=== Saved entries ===
Start of Block

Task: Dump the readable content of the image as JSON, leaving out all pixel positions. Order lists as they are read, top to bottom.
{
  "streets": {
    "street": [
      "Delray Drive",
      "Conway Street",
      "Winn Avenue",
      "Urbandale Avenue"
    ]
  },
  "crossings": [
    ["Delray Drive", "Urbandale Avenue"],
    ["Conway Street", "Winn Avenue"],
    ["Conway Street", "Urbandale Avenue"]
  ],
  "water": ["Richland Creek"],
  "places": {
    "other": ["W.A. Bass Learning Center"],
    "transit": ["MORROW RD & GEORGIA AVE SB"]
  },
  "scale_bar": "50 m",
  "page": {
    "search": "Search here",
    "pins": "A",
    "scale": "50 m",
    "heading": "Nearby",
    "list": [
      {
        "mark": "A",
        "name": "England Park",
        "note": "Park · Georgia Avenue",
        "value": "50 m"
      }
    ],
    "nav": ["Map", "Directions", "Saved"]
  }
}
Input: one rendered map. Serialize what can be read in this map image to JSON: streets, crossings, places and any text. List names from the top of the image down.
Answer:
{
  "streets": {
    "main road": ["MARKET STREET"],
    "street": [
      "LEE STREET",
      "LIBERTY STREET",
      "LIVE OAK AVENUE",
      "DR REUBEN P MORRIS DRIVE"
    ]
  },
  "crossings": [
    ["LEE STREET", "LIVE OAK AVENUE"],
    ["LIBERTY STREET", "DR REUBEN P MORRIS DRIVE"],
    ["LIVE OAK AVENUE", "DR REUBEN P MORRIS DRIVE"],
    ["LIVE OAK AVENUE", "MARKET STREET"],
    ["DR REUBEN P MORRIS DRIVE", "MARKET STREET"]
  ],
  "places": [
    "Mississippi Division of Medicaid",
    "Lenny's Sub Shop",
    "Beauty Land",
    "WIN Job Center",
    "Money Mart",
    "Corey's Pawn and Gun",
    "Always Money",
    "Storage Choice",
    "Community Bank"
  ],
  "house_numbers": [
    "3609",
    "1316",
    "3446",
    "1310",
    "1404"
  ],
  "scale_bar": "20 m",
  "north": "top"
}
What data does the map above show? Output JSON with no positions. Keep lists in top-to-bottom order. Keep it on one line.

End of Block

=== Problem requirements ===
Your reply should contain every record, unchanged and complete.

=== Task answer ===
Task: Dump the readable content of the image as JSON, leaving out all pixel positions. Order lists as they are read, top to bottom.
{
  "streets": {
    "street": [
      "Delray Drive",
      "Conway Street",
      "Winn Avenue",
      "Urbandale Avenue"
    ]
  },
  "crossings": [
    ["Delray Drive", "Urbandale Avenue"],
    ["Conway Street", "Winn Avenue"],
    ["Conway Street", "Urbandale Avenue"]
  ],
  "water": ["Richland Creek"],
  "places": {
    "other": ["W.A. Bass Learning Center"],
    "transit": ["MORROW RD & GEORGIA AVE SB"]
  },
  "scale_bar": "50 m",
  "page": {
    "search": "Search here",
    "pins": "A",
    "scale": "50 m",
    "heading": "Nearby",
    "list": [
      {
        "mark": "A",
        "name": "England Park",
        "note": "Park · Georgia Avenue",
        "value": "50 m"
      }
    ],
    "nav": ["Map", "Directions", "Saved"]
  }
}
Input: one rendered map. Serialize what can be read in this map image to JSON: streets, crossings, places and any text. List names from the top of the image down.
Answer:
{
  "streets": {
    "main road": ["MARKET STREET"],
    "street": [
      "LEE STREET",
      "LIBERTY STREET",
      "LIVE OAK AVENUE",
      "DR REUBEN P MORRIS DRIVE"
    ]
  },
  "crossings": [
    ["LEE STREET", "LIVE OAK AVENUE"],
    ["LIBERTY STREET", "DR REUBEN P MORRIS DRIVE"],
    ["LIVE OAK AVENUE", "DR REUBEN P MORRIS DRIVE"],
    ["LIVE OAK AVENUE", "MARKET STREET"],
    ["DR REUBEN P MORRIS DRIVE", "MARKET STREET"]
  ],
  "places": [
    "Mississippi Division of Medicaid",
    "Lenny's Sub Shop",
    "Beauty Land",
    "WIN Job Center",
    "Money Mart",
    "Corey's Pawn and Gun",
    "Always Money",
    "Storage Choice",
    "Community Bank"
  ],
  "house_numbers": [
    "3609",
    "1316",
    "3446",
    "1310",
    "1404"
  ],
  "scale_bar": "20 m",
  "north": "top"
}
What data does the map above show? Output JSON with no positions. Keep lists in top-to-bottom order. Keep it on one line.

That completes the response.